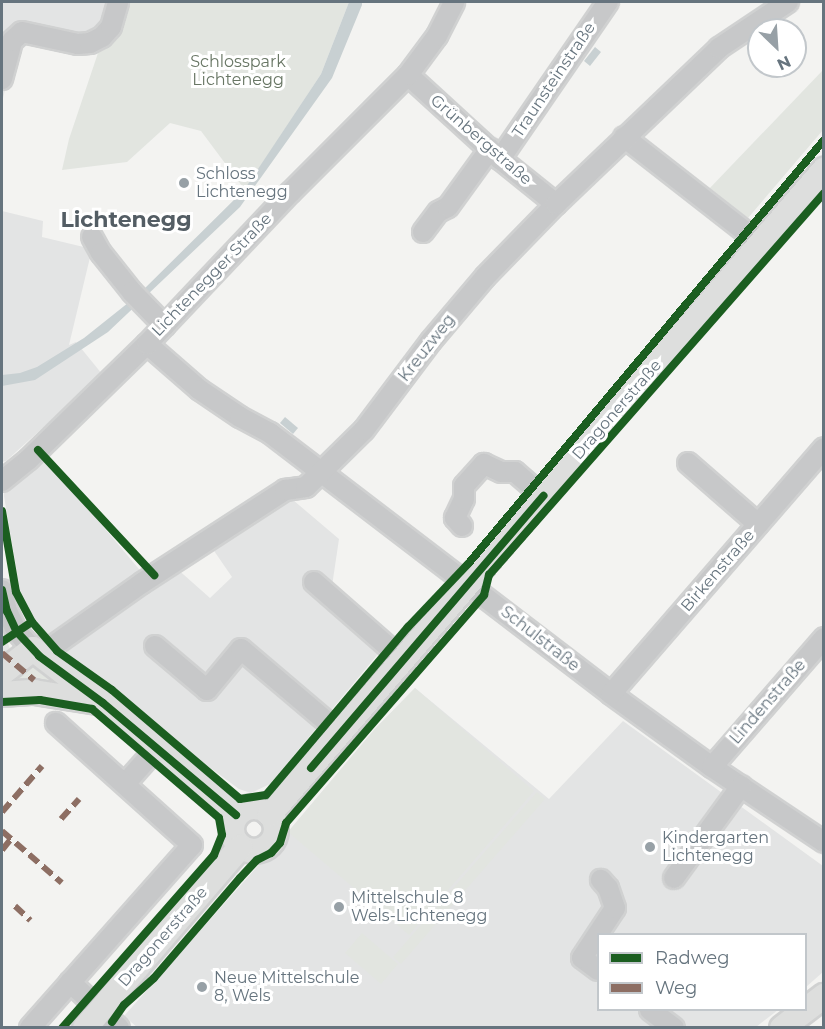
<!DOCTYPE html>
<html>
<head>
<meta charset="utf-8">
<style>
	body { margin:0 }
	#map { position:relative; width:825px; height:1029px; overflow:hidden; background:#f3f3f1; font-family:Montserrat,sans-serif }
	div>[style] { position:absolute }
	.built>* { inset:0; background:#e3e4e4 }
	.green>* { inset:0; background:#e2e5e0 }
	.water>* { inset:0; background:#c8d0d2 }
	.roads { filter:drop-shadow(2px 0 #d0d1d1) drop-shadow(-2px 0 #d0d1d1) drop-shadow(0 2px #d0d1d1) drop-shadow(0 -2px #d0d1d1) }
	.minor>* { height:20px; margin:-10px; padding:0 10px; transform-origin:10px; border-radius:10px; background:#c7c8c9 }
	.major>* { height:24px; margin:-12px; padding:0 12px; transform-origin:12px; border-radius:12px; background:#dddedd }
	.major>.ring { margin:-12px; padding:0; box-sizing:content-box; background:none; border:24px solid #dddedd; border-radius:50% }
	.quiet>* { height:6px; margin-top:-3px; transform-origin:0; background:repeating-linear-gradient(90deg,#8d6e63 0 12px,transparent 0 18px) }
	.cycleway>* { height:8px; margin:-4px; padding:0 4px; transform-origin:4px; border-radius:4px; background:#1b5e20 }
	.dots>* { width:16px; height:16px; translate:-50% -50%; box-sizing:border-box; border:3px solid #fff; border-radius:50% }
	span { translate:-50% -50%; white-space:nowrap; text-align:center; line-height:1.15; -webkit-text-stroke:6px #fff; paint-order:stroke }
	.park-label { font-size:16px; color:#687664 }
	.street-label { font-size:16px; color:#66747e }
	.poi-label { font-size:16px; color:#66747e }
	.left { translate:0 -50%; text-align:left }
	.district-label { font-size:22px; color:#535d64; font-weight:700 }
	.frame { position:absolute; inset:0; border:3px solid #66747e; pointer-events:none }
	.legend { position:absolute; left:597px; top:933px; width:210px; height:78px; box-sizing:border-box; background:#fff; border:2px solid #c2c7cb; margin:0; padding:8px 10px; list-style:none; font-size:18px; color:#66747e }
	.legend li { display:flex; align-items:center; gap:12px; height:30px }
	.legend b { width:30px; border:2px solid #c2c7cb }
	.north { position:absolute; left:747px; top:18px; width:60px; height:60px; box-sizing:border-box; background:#fff; border:2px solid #c2c7cb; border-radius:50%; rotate:155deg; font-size:16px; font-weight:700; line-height:24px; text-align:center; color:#66747e }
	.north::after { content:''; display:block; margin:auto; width:21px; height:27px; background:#97a0a6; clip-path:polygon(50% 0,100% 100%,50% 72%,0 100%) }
</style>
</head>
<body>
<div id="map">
	<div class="built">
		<i style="clip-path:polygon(2px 2px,127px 2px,115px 37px,98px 53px,27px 39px,15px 51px,2px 102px)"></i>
		<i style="clip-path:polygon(2px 211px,43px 221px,42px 237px,92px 249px,69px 345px,76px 342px,102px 374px,6px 461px,2px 462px)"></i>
		<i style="clip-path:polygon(42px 454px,149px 581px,175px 567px,210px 598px,232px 577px,210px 545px,271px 505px,293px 500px,339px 539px,332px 586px,392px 637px,270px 784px,251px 793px,239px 789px,53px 652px,51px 637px,38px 627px,21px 596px,4px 496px,4px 488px)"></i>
		<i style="clip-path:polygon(2px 626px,10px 649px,2px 664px)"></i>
		<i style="clip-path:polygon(415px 688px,549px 799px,623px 721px,823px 866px,823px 972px,806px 987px,806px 934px,598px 934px,598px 1010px,778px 1010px,756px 1027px,138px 1028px,124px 1016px,288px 832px,374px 730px)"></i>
	</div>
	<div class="green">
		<i style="clip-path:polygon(127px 2px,349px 2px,321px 74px,245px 190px,201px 131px,170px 123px,127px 162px,62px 170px,69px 139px,98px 53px,115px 37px)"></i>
		<i style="clip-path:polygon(823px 70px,823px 130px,748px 218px,708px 190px)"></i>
		<i style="clip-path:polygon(40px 665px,66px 688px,2px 684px,34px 666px)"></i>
		<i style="clip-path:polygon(415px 688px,534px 791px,409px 935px,288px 832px,374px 730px)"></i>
		<i style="clip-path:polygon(537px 792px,545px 799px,401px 964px,393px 957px)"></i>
		<i style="clip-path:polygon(362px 933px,398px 964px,381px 984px,345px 953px)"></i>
	</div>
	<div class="water">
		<i style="clip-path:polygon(349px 2px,362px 2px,362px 5px,332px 78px,240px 207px,108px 332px,35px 380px,2px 386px,2px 375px,20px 373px,37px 367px,84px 338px,138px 295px,244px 190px,321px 74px)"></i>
		<i style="clip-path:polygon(595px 47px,601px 52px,590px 66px,584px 61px)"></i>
		<i style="clip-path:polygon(285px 417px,298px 428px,293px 434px,280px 423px)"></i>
	</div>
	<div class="roads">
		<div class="minor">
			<i style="left:408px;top:75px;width:125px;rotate:42.4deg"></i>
			<i style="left:500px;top:159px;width:72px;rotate:38.8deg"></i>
			<i style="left:2px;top:79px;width:39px;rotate:-75deg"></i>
			<i style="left:12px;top:41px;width:13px;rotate:-42deg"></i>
			<i style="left:22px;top:32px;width:57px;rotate:12.1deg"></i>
			<i style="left:78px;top:44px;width:12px;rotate:-5deg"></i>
			<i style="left:90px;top:43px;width:13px;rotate:-27deg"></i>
			<i style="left:102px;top:37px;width:13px;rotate:-48deg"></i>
			<i style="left:111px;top:27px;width:26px;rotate:-74deg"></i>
			<i style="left:624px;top:137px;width:175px;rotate:38deg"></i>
			<i style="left:500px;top:159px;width:191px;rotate:-55.5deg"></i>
			<i style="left:423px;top:232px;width:25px;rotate:-53deg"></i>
			<i style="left:438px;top:212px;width:11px;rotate:-27deg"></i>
			<i style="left:448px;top:207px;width:72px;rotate:-54.1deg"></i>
			<i style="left:92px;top:237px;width:18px;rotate:61deg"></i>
			<i style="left:101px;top:253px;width:50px;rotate:51.5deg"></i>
			<i style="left:132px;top:292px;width:47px;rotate:45.9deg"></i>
			<i style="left:147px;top:344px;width:70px;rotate:41deg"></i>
			<i style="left:200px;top:390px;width:48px;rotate:34deg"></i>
			<i style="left:240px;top:417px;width:34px;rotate:28deg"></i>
			<i style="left:270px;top:433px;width:429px;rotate:37.4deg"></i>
			<i style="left:611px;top:694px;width:125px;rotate:35.9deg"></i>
			<i style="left:712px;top:767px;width:135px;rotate:33.8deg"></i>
			<i style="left:688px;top:463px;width:93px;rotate:41.1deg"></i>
			<i style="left:2px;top:481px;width:33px;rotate:-39deg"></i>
			<i style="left:28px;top:460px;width:166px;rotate:-44.3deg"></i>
			<i style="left:147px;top:344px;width:208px;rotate:-46.6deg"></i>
			<i style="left:290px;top:193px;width:167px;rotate:-45deg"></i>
			<i style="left:408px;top:75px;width:49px;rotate:-53.4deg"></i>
			<i style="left:437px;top:36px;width:38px;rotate:-63deg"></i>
			<i style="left:462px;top:526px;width:11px;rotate:-131deg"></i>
			<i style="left:455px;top:518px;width:21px;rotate:-65deg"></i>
			<i style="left:464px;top:499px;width:13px;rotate:-90deg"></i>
			<i style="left:464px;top:486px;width:30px;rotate:-48deg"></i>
			<i style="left:484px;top:464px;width:19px;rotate:25deg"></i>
			<i style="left:501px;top:472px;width:14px"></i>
			<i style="left:515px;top:472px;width:37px;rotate:41deg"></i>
			<i style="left:314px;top:582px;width:118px;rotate:41.2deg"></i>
			<i style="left:2px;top:590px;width:22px;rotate:77deg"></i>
			<i style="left:7px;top:611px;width:23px;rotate:65deg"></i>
			<i style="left:17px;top:632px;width:23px;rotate:47deg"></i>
			<i style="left:155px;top:646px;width:68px;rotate:40.2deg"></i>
			<i style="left:207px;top:690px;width:53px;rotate:-50.3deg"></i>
			<i style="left:241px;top:649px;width:130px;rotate:40.3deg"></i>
			<i style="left:39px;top:656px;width:126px;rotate:-35.3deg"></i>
			<i style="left:142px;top:583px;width:171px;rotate:-33deg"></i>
			<i style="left:285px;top:490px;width:21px;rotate:-8deg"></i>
			<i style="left:306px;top:487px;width:81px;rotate:-44.5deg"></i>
			<i style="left:364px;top:430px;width:111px;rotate:-53deg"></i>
			<i style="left:431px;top:341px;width:84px;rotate:-49.8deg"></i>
			<i style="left:485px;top:277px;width:102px;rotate:-45.8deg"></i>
			<i style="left:556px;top:204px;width:226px;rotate:-43.7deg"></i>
			<i style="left:719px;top:48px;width:83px;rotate:-33.7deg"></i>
			<i style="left:611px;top:694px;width:325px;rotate:-49.1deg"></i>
			<i style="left:712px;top:767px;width:171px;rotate:-49deg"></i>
			<i style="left:125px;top:784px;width:47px;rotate:-48.5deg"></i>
			<i style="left:674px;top:878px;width:114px;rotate:-53.9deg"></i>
			<i style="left:598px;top:970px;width:20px;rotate:-143deg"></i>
			<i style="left:582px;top:958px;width:60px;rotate:-56.6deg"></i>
			<i style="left:615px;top:908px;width:21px;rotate:-109deg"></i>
			<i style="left:608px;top:888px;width:11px;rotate:-131deg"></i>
			<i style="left:70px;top:982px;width:67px;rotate:43.2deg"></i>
			<i style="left:650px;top:1010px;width:30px;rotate:37deg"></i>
			<i style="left:30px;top:1028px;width:244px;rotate:-48.5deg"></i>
			<i style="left:192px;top:845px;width:183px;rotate:-138.1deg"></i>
		</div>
		<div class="major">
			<i style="left:2px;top:673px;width:39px;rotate:-38deg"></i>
			<i style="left:33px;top:649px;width:88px;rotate:37.6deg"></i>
			<i style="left:103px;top:703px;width:174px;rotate:40.1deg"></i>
			<i style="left:2px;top:694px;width:32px;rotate:-4deg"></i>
			<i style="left:34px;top:692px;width:64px;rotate:9deg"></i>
			<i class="ring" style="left:232px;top:807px;width:20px;height:20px"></i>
			<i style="left:270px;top:814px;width:850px;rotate:-49.3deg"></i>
			<i style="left:85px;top:1028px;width:238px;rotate:-49.4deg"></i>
			<i style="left:782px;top:1028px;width:53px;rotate:-37.3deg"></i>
		</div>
	</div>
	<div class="quiet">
		<i style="left:2px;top:653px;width:42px;rotate:40.2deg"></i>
		<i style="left:2px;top:812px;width:61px;rotate:-49deg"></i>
		<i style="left:61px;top:819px;width:27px;rotate:-48deg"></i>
		<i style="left:2px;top:831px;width:79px;rotate:40.9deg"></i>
		<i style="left:2px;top:850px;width:14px;rotate:-51deg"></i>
		<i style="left:15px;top:906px;width:21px;rotate:43deg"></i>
	</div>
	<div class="cycleway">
		<i style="left:38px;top:450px;width:171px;rotate:47.1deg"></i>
		<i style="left:2px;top:511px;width:82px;rotate:80.2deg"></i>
		<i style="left:16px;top:592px;width:34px;rotate:62deg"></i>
		<i style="left:2px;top:590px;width:22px;rotate:77deg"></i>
		<i style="left:7px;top:611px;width:23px;rotate:65deg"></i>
		<i style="left:17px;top:632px;width:33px;rotate:47deg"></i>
		<i style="left:39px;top:656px;width:79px;rotate:36.3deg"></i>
		<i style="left:103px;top:703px;width:174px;rotate:40.1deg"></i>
		<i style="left:2px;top:642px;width:36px;rotate:-34deg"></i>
		<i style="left:32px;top:622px;width:38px;rotate:49deg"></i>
		<i style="left:57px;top:651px;width:67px;rotate:35.3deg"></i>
		<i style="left:112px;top:690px;width:168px;rotate:40.4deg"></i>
		<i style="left:240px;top:799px;width:26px;rotate:-9deg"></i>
		<i style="left:266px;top:795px;width:220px;rotate:-49.8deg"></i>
		<i style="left:408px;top:627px;width:87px;rotate:-46.4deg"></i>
		<i style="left:468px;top:564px;width:554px;rotate:-49.98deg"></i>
		<i style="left:2px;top:702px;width:38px;rotate:-3deg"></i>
		<i style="left:40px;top:700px;width:53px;rotate:9.8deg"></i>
		<i style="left:92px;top:709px;width:167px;rotate:40.6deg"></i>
		<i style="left:219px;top:818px;width:17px;rotate:80deg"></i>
		<i style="left:222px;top:835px;width:22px;rotate:112deg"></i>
		<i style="left:214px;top:855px;width:230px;rotate:131.3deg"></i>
		<i style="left:311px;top:768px;width:358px;rotate:-49.5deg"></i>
		<i style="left:112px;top:1022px;width:21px;rotate:-55deg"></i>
		<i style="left:124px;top:1005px;width:40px;rotate:-42deg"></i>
		<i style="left:154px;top:978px;width:132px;rotate:-49.3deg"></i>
		<i style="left:240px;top:878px;width:25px;rotate:-47deg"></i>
		<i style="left:257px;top:860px;width:16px;rotate:-27deg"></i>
		<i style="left:271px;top:853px;width:13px;rotate:-48deg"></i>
		<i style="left:280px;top:843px;width:21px;rotate:-73deg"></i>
		<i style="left:286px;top:823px;width:302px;rotate:-49deg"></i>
		<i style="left:484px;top:595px;width:21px;rotate:-76deg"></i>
		<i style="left:489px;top:575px;width:508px;rotate:-48.75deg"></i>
	</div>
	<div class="dots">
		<i style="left:184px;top:183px;background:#97a0a6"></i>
		<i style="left:650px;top:847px;background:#97a0a6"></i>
		<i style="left:339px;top:907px;background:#97a0a6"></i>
		<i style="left:202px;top:987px;background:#97a0a6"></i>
	</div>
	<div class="park-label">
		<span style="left:238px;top:71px">Schlosspark<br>Lichtenegg</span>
	</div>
	<div class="street-label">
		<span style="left:554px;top:80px;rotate:-56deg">Traunsteinstraße</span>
		<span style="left:481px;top:140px;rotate:41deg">Grünbergstraße</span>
		<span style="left:212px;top:275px;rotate:-46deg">Lichtenegger Straße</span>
		<span style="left:427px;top:348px;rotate:-52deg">Kreuzweg</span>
		<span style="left:617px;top:410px;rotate:-49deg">Dragonerstraße</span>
		<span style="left:718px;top:571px;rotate:-49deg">Birkenstraße</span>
		<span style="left:540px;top:639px;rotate:38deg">Schulstraße</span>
		<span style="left:768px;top:702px;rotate:-49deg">Lindenstraße</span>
		<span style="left:163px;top:937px;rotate:-49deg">Dragonerstraße</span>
	</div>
	<div class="poi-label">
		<span class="left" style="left:196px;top:183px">Schloss<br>Lichtenegg</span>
		<span class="left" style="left:662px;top:847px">Kindergarten<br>Lichtenegg</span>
		<span class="left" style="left:351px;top:907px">Mittelschule 8<br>Wels-Lichtenegg</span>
		<span class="left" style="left:214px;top:987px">Neue Mittelschule<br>8, Wels</span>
	</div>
	<div class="district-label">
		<span style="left:126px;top:220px">Lichtenegg</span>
	</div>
	<div class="frame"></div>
	<ul class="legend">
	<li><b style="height:8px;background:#1b5e20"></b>Radweg</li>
	<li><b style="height:8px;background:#8d6e63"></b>Weg</li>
	</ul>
	<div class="north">N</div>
</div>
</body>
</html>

§ §

**YOUR GOAL:** Tally the lines of the data that hold the string "roads". Answer with the number and nothing more.

**FINISHED EXERCISE:** 2